So, not in my usual impulsive "I gotta have it tomorrow" mode...haha.

Anyway, so far my research shows it to be generally well reviewed...and it looks very unique and I'm starting to generate an interest in macro as something to do while trapped at home.

I have the Canon 100L Macro....and am breaking that out this weekend to experiment with, but this wide angle macro looks interesting.

Thoughts? Experience with this out there?

Thank you in advance,

cayenne


----------



## RGB49 (Apr 10, 2020)

One take on this lens








How a Weird Lens Helped Me Fall Back in Love with Landscape Photography


I've been an amateur landscape photographer for some time now. I remember fondly my first years in the field—I loved roaming around and shooting like mad.




petapixel.com


----------



## slclick (Apr 10, 2020)

It's on my radar. That MFD is nuts. What is the challenge imo, is an interesting foreground and background scene at the same time here since the background will be enormous!

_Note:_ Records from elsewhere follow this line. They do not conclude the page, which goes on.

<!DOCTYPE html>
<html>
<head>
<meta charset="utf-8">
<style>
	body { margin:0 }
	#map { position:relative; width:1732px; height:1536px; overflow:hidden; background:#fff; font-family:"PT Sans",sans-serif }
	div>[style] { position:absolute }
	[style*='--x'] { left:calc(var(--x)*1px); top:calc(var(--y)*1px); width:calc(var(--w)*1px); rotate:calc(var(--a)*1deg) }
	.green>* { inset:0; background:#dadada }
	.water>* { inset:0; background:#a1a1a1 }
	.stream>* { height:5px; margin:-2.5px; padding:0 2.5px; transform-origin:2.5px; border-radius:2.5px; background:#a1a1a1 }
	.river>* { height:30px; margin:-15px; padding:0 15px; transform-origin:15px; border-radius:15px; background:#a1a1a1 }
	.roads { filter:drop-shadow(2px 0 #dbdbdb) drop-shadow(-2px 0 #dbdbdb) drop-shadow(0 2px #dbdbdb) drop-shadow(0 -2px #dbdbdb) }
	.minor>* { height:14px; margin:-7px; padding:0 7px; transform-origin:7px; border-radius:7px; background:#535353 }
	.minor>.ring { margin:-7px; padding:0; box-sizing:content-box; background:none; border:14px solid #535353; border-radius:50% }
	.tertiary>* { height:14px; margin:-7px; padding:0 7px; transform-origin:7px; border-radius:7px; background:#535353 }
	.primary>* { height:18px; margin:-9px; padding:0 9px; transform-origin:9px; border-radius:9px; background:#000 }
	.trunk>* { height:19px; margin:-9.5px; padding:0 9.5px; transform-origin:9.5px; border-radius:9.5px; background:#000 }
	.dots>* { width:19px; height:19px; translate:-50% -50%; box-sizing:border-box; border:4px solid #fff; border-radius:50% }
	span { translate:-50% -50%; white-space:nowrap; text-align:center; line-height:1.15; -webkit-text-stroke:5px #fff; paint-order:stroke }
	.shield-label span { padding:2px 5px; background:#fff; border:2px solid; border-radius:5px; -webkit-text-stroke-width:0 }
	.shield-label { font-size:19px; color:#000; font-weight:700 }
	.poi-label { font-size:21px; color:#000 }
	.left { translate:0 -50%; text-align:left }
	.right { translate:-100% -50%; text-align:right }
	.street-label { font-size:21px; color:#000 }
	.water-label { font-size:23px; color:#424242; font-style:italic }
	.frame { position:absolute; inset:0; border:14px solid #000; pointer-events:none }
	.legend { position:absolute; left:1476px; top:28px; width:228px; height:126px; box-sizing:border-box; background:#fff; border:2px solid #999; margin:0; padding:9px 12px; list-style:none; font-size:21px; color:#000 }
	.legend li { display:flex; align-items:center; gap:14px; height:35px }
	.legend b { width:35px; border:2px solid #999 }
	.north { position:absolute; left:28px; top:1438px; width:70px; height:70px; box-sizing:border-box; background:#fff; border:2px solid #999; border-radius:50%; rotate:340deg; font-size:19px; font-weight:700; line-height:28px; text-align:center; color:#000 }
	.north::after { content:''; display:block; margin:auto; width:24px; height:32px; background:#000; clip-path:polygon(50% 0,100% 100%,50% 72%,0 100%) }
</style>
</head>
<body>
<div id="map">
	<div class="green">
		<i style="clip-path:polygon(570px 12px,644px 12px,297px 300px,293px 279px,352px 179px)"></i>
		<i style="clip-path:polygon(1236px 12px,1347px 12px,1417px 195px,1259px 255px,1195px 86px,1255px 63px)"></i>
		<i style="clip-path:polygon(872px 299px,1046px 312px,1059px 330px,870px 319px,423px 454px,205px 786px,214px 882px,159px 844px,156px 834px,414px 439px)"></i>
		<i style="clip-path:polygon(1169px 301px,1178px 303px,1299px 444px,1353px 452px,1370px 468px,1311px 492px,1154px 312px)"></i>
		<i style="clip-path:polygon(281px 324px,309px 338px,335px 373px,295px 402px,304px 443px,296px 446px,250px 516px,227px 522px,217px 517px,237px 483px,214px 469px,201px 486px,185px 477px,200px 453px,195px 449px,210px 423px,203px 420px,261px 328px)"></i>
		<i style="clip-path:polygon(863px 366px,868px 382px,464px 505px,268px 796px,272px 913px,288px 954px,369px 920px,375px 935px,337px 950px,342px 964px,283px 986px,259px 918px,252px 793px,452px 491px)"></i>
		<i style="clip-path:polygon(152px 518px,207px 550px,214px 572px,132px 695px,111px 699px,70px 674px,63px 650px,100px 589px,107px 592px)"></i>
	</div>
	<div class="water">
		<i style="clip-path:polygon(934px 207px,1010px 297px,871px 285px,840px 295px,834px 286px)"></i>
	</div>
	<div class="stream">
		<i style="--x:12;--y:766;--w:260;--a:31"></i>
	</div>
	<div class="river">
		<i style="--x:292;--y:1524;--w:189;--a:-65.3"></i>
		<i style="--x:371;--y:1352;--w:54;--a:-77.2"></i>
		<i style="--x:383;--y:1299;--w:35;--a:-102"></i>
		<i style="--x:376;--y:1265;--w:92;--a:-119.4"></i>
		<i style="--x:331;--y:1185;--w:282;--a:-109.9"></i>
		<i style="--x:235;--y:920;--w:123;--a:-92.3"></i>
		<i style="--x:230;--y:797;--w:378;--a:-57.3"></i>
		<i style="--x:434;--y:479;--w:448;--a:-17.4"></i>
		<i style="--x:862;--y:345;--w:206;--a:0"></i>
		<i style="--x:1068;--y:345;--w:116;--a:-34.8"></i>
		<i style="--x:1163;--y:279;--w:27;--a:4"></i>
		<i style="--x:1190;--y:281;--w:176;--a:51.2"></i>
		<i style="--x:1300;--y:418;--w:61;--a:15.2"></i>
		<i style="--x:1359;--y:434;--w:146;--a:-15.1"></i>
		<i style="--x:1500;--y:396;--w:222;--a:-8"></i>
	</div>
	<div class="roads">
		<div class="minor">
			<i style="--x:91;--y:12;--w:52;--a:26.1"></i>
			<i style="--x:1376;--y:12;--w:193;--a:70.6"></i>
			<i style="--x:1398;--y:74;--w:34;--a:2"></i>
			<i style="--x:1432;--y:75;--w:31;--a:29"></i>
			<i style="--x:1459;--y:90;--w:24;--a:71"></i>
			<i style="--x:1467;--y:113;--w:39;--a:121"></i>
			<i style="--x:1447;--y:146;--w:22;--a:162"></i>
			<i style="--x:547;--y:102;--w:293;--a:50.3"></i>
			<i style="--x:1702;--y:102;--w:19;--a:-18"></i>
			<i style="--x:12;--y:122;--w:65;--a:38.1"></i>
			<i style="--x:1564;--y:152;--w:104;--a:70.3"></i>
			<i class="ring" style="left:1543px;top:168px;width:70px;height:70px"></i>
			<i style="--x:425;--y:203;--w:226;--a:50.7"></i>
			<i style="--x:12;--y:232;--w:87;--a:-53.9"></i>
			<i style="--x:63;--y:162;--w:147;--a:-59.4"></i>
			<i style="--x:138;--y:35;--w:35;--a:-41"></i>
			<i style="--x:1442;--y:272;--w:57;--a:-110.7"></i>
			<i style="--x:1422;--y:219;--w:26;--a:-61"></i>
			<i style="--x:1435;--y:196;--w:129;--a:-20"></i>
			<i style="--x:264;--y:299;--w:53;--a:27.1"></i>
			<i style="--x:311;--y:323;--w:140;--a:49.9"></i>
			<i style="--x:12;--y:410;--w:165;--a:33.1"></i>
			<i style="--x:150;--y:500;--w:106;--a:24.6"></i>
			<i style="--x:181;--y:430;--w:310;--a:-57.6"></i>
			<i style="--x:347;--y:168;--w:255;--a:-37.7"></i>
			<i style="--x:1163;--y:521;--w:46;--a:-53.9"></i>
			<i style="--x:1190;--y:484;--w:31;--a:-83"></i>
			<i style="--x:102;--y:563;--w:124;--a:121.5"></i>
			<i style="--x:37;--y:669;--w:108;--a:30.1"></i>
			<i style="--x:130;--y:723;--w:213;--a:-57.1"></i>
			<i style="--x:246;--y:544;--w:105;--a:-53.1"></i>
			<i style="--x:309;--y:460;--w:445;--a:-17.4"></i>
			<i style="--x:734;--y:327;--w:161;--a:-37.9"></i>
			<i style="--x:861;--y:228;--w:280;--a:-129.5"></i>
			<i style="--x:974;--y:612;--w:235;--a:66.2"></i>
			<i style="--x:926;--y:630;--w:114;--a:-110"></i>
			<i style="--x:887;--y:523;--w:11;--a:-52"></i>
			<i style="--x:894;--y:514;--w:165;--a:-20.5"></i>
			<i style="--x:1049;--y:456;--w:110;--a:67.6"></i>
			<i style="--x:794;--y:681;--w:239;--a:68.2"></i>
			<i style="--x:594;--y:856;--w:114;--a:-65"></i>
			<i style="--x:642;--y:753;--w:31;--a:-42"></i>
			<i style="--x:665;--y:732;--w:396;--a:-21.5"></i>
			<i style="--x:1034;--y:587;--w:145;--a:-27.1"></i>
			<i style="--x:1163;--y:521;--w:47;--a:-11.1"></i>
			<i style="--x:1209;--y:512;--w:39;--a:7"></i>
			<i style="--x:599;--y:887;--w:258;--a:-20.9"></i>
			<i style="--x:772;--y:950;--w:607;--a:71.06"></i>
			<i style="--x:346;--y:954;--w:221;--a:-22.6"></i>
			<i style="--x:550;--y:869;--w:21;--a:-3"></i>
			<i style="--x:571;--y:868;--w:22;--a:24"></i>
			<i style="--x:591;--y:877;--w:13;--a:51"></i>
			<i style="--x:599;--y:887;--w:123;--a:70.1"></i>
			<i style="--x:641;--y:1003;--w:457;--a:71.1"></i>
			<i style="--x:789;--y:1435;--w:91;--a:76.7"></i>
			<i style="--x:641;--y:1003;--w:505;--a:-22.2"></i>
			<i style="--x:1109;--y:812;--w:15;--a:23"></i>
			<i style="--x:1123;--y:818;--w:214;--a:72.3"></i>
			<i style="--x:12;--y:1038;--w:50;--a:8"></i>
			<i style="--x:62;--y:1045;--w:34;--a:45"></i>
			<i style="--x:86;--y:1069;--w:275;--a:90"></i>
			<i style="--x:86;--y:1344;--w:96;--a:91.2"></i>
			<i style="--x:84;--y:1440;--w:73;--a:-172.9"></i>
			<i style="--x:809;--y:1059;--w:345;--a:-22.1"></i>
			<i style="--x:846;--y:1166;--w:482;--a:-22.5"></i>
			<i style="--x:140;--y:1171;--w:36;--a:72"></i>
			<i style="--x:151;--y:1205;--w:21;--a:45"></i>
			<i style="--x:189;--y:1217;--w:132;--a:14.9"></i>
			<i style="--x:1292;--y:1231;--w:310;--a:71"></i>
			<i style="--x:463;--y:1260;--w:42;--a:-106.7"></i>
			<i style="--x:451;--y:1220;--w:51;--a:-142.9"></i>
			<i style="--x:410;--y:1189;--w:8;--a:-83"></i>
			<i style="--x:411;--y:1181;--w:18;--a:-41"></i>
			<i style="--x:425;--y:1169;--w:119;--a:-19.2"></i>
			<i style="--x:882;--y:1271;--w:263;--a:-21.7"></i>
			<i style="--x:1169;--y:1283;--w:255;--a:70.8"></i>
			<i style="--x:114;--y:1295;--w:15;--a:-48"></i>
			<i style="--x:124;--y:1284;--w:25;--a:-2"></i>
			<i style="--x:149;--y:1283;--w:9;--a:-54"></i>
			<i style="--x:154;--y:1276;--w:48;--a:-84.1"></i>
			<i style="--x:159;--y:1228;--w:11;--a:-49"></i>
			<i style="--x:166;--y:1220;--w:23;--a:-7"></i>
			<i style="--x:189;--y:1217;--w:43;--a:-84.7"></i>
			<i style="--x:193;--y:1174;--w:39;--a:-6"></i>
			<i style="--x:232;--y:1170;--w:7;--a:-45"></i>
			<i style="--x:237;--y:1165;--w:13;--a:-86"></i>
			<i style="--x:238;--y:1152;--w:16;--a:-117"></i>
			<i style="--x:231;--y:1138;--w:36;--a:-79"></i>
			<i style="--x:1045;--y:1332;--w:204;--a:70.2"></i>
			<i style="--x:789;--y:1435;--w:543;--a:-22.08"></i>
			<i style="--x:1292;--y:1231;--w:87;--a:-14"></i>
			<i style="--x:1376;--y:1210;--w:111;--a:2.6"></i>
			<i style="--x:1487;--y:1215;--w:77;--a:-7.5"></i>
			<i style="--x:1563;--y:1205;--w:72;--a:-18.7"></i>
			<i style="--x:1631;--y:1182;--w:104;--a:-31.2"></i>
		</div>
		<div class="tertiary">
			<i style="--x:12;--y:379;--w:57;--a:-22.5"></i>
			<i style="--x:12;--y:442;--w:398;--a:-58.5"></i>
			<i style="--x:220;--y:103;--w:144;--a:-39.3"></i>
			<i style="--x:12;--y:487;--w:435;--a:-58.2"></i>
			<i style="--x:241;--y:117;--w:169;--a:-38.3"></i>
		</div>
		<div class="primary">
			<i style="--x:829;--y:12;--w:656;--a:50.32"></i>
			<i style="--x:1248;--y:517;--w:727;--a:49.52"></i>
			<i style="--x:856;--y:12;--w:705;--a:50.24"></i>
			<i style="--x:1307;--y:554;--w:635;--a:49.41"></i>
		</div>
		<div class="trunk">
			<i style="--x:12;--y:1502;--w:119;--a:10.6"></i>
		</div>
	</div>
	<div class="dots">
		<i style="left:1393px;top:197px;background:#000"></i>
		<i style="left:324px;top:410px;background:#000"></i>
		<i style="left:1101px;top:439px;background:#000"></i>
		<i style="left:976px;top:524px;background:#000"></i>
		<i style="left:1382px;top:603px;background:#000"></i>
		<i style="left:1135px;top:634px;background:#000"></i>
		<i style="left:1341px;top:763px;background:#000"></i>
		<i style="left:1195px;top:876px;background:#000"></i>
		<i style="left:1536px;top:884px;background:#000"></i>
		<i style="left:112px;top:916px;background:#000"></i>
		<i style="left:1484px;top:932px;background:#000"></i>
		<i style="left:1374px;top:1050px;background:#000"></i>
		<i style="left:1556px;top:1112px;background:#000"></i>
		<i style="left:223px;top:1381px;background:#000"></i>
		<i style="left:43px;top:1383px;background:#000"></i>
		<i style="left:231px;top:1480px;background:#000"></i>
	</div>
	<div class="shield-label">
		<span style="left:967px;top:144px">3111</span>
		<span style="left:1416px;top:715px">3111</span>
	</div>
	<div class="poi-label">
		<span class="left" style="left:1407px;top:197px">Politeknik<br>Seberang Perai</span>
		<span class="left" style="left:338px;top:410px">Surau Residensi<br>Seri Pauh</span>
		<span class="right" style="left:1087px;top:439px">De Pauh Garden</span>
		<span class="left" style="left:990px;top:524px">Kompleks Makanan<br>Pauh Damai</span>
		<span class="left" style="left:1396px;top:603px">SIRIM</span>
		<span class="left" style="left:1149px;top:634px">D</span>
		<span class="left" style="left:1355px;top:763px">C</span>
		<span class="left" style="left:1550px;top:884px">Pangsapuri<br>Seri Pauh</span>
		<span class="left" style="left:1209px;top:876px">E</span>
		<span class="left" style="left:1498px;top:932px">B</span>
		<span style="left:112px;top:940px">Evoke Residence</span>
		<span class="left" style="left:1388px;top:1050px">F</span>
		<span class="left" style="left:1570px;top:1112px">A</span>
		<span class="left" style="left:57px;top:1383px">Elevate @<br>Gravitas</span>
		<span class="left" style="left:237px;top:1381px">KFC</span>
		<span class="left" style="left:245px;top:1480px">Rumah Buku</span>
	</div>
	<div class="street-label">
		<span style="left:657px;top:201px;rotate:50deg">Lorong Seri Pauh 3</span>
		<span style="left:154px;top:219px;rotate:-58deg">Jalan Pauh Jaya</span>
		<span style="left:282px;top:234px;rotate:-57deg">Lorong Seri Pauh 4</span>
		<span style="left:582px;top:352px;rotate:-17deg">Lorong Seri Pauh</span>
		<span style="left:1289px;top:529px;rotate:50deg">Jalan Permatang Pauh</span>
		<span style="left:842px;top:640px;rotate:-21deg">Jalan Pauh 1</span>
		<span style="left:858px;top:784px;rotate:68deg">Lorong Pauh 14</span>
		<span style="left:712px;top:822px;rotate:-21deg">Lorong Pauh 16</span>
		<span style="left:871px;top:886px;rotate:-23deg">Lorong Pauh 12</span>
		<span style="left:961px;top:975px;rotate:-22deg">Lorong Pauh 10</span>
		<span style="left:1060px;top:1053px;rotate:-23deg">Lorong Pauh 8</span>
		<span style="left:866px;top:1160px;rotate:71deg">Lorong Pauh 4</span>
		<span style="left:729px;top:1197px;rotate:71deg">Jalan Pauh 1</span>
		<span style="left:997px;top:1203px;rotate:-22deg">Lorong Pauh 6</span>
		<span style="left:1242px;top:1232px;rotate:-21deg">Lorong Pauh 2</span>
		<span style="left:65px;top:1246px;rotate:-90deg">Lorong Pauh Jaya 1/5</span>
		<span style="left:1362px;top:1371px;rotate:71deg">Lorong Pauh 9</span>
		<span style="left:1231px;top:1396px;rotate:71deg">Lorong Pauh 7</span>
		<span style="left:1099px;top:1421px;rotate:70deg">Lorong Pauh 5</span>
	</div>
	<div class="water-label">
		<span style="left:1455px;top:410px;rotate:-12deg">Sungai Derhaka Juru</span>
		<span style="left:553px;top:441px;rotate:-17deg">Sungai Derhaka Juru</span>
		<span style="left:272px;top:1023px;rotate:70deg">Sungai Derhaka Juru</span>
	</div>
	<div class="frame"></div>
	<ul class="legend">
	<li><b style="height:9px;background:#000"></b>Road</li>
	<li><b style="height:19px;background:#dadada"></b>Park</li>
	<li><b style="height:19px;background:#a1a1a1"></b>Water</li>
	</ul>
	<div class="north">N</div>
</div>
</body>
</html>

I think this could be like a fisheye, fun to use but not a regular in your bag.


----------



## cayenne (Apr 10, 2020)

I'm thinking $500 isn't gonna break the bank anytime soon.....I may pull the trigger on this.

I like B&H since free shipping and no sales tax, but have to wait till Saturday on them....

But sure wish I had it this weekend to play with.

OH WELL......I have plenty of other distractions.....especially since I found a liquor store that delivers!!!


Thanks...and anyone that has experience with this lens, please chime in!!

C


----------



## Ozarker (Apr 10, 2020)

I've looked real hard at that lens and have seen some great photos taken with it. https://www.flickr.com/groups/[email protected]/pool/


----------